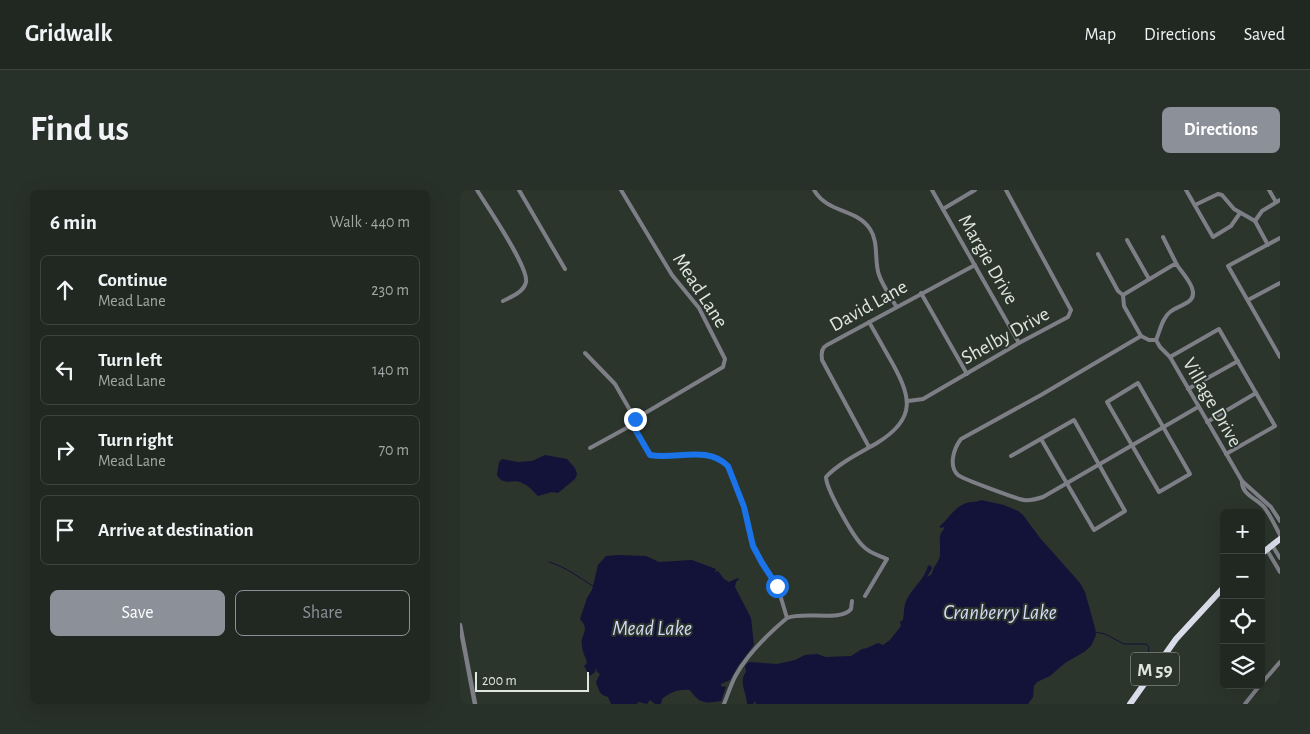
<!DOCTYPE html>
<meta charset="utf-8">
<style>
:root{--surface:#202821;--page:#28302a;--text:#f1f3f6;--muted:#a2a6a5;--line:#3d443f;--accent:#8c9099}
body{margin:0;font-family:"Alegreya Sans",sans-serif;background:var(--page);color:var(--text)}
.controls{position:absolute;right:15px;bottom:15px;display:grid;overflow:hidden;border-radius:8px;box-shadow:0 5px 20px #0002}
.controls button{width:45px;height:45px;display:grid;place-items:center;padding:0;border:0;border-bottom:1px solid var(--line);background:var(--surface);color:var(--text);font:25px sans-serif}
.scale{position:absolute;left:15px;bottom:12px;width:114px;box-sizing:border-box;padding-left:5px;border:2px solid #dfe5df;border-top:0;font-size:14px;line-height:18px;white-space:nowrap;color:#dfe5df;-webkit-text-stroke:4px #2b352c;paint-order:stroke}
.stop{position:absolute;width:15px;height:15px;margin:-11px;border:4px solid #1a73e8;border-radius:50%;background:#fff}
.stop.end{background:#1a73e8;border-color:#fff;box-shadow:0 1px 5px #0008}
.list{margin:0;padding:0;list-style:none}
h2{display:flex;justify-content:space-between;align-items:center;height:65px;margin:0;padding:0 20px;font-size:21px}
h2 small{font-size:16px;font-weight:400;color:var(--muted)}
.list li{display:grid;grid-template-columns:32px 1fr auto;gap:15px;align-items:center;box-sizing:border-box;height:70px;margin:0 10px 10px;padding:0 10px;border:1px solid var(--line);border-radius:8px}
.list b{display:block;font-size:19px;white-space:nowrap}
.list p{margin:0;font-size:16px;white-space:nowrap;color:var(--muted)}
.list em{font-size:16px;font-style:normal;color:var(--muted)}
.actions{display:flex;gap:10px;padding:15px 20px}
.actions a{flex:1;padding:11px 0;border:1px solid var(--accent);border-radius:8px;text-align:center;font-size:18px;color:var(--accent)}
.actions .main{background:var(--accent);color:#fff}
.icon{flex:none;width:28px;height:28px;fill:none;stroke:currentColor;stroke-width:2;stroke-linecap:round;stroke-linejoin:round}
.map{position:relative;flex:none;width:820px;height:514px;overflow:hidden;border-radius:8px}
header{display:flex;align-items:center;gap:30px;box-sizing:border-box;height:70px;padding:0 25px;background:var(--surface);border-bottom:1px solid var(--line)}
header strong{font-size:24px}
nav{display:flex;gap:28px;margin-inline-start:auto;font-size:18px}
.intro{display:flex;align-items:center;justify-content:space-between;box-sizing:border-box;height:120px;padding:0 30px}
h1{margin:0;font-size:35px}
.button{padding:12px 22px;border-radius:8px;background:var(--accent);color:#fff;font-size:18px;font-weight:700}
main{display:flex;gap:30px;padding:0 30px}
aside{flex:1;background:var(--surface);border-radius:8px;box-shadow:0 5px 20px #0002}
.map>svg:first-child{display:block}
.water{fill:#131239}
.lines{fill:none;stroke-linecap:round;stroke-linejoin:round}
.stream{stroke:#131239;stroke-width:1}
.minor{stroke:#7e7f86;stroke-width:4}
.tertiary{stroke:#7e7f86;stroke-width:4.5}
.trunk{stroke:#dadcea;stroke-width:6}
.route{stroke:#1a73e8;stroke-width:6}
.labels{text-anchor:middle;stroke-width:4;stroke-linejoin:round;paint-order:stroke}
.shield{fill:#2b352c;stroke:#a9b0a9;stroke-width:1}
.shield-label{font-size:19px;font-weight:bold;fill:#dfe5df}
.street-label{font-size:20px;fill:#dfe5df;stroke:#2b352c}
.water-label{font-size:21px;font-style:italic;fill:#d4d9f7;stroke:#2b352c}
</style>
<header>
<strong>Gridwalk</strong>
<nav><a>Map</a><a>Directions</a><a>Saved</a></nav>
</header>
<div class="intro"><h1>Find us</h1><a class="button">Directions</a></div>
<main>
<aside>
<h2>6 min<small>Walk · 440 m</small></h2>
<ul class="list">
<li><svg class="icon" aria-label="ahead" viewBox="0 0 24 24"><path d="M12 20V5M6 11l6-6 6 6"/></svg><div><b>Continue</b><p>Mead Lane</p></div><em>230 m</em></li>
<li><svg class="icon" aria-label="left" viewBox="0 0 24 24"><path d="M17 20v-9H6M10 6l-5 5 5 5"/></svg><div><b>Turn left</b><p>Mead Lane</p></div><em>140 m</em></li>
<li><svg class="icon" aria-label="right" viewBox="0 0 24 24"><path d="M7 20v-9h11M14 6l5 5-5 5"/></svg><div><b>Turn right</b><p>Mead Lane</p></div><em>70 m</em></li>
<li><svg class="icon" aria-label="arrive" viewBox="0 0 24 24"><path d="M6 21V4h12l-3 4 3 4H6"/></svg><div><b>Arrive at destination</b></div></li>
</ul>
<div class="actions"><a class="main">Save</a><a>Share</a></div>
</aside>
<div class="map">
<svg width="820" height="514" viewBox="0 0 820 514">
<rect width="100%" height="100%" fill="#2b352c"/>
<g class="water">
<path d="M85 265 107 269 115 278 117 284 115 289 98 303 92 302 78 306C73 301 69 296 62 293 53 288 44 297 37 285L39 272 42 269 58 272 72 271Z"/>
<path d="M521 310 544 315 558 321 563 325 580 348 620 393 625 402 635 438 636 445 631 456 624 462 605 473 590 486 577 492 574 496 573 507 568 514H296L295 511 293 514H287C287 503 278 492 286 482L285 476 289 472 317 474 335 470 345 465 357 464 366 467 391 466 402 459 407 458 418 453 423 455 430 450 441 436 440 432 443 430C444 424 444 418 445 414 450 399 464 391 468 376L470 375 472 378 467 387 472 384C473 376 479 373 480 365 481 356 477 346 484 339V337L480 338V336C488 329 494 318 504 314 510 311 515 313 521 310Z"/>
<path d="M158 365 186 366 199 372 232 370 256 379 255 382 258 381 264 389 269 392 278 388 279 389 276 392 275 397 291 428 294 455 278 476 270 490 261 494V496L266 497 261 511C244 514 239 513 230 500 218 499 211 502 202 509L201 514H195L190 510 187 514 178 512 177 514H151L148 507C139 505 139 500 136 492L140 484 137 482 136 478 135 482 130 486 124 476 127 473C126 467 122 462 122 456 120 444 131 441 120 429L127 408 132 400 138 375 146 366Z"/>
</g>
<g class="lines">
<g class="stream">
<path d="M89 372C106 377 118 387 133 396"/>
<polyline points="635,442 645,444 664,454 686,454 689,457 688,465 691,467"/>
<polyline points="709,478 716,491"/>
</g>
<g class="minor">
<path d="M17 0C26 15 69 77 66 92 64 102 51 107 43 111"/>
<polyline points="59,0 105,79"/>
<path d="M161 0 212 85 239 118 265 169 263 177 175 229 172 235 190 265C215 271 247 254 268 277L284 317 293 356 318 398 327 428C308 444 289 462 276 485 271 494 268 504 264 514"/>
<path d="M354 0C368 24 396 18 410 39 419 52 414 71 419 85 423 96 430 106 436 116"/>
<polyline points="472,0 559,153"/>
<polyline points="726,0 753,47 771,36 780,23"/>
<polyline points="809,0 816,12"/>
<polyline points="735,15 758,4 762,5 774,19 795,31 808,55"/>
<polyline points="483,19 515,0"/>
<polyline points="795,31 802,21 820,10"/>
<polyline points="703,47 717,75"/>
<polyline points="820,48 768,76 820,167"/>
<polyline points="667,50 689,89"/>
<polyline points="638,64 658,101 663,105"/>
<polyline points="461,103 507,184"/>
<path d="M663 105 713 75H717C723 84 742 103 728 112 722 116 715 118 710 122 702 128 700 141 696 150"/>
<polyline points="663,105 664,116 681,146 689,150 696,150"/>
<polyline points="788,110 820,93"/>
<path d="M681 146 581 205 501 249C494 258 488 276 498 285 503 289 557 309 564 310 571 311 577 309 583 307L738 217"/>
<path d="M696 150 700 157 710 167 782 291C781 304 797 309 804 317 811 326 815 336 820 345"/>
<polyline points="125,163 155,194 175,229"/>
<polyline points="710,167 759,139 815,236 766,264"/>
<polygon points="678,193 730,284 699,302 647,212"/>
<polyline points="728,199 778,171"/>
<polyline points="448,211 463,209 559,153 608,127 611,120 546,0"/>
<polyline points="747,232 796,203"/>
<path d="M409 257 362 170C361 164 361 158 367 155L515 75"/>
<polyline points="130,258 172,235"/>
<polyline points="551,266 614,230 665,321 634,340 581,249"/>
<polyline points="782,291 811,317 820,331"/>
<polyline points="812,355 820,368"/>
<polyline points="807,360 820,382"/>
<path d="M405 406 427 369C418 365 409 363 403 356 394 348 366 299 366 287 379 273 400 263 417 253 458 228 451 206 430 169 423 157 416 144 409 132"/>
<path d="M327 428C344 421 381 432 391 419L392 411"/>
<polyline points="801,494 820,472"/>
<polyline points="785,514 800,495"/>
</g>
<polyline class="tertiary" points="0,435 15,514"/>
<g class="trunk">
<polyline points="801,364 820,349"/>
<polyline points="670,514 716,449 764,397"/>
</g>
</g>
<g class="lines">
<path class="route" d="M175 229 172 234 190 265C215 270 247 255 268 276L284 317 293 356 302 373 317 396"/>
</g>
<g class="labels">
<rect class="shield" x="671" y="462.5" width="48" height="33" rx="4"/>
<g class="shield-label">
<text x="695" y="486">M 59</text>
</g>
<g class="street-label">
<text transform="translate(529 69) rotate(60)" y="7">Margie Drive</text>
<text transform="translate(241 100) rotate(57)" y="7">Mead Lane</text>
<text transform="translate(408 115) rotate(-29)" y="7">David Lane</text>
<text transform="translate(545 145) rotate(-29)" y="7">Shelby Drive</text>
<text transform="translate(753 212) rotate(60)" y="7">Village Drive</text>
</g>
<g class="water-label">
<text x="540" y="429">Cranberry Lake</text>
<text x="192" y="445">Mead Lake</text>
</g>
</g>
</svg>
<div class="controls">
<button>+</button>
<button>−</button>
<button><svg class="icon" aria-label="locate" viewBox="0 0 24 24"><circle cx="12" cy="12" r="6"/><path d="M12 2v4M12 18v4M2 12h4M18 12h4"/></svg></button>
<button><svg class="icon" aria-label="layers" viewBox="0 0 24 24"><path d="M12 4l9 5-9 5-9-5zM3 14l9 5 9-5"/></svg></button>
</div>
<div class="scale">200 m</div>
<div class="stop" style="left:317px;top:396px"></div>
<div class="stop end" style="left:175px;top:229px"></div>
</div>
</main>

#### Task to carry out:
Every line containing the string "aside" is required; copy each such line from the data.

#### Exercise answer:
aside{flex:1;background:var(--surface);border-radius:8px;box-shadow:0 5px 20px #0002}
<aside>
</aside>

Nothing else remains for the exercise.